The problem ->
Find the line with "Map reading. Give" in the entries below. Repeat it, every following line, and the line with "Dump the readable", exactly and with nothing added.

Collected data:
--

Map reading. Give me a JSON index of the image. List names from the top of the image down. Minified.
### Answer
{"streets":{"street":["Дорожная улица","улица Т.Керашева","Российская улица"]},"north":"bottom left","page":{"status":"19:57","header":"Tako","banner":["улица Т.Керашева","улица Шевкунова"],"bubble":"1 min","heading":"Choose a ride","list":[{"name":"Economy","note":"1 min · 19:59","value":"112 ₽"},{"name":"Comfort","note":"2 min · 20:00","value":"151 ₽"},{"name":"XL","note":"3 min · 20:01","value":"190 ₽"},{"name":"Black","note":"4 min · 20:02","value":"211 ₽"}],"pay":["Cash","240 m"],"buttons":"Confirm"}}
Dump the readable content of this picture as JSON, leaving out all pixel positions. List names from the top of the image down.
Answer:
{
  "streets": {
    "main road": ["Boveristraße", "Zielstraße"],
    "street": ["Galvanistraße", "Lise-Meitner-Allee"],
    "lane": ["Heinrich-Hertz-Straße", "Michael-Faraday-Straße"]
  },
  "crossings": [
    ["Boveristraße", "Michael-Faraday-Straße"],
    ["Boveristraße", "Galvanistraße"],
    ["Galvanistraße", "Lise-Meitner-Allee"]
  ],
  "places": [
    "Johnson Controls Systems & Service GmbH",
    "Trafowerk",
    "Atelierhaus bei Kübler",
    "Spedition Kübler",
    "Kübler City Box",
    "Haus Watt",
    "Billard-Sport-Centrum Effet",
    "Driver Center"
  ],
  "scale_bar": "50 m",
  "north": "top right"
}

--

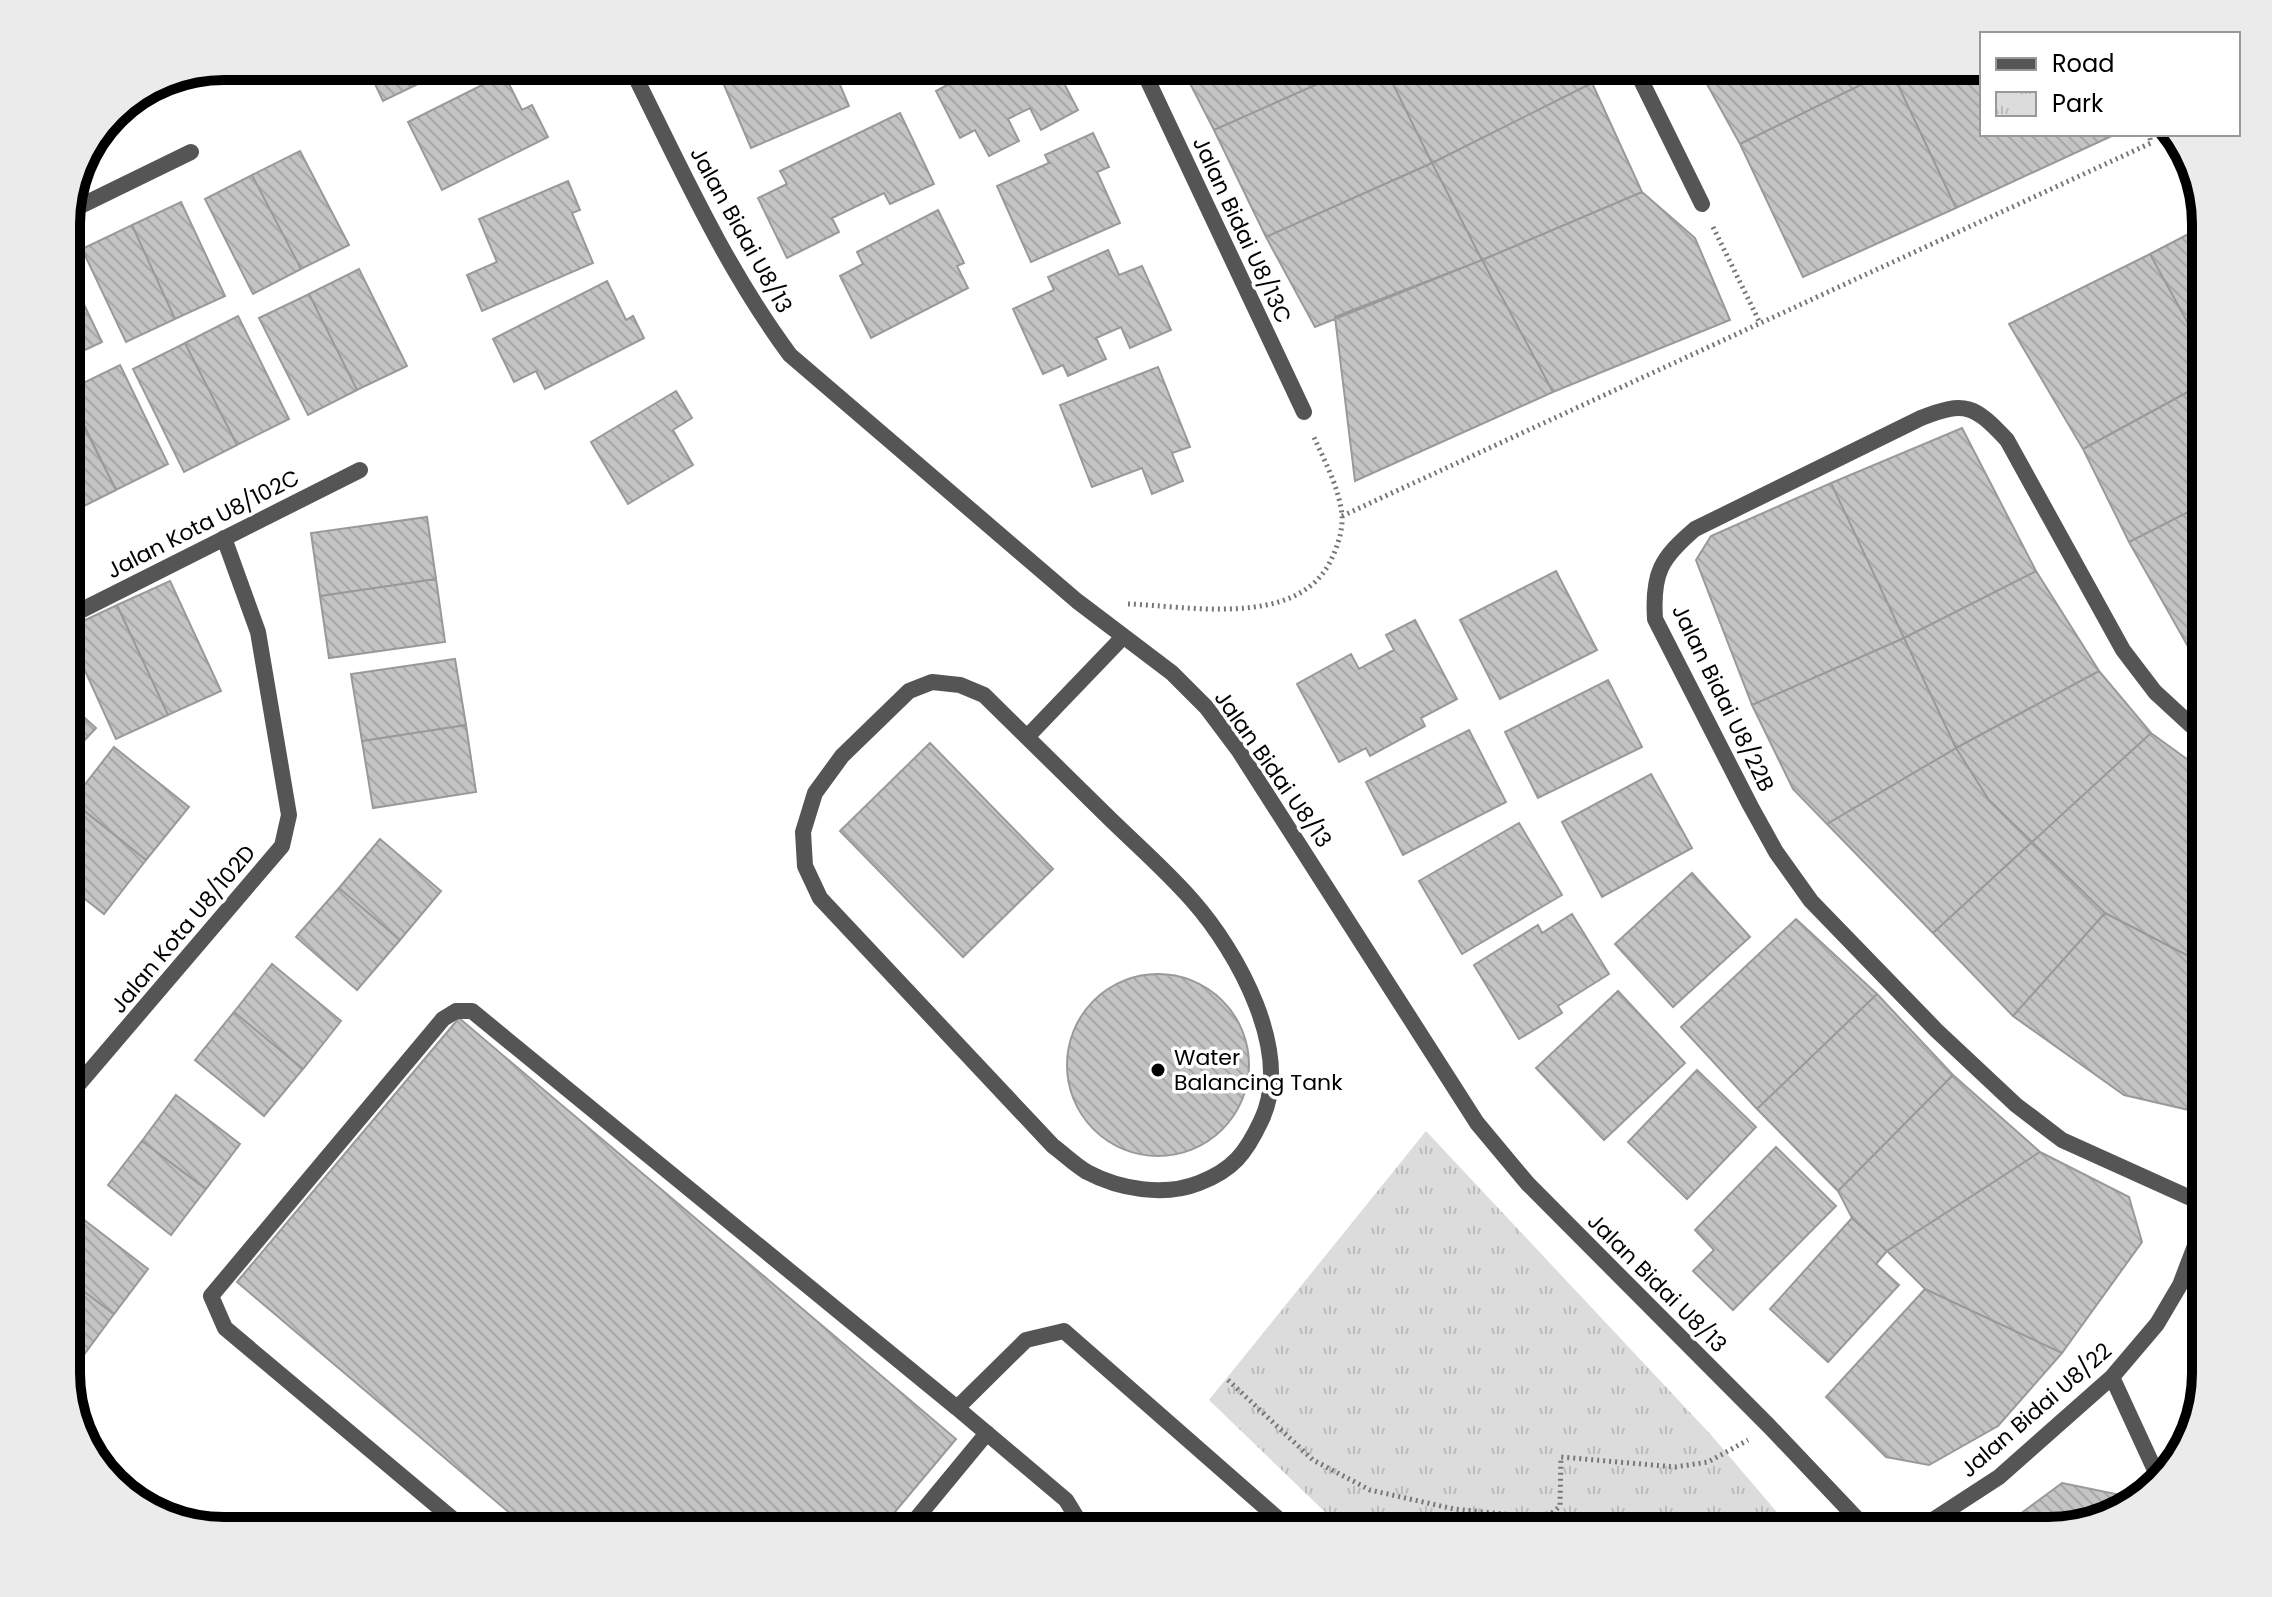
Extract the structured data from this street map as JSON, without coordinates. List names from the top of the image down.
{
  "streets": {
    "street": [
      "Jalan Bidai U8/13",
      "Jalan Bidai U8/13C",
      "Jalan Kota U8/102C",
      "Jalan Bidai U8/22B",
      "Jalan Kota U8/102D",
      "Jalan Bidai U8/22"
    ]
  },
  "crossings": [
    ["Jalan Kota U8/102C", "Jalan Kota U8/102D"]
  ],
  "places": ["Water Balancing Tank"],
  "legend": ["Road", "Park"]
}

--

Solution for this task ->
Map reading. Give me a JSON index of the image. List names from the top of the image down. Minified.
### Answer
{"streets":{"street":["Дорожная улица","улица Т.Керашева","Российская улица"]},"north":"bottom left","page":{"status":"19:57","header":"Tako","banner":["улица Т.Керашева","улица Шевкунова"],"bubble":"1 min","heading":"Choose a ride","list":[{"name":"Economy","note":"1 min · 19:59","value":"112 ₽"},{"name":"Comfort","note":"2 min · 20:00","value":"151 ₽"},{"name":"XL","note":"3 min · 20:01","value":"190 ₽"},{"name":"Black","note":"4 min · 20:02","value":"211 ₽"}],"pay":["Cash","240 m"],"buttons":"Confirm"}}
Dump the readable content of this picture as JSON, leaving out all pixel positions. List names from the top of the image down.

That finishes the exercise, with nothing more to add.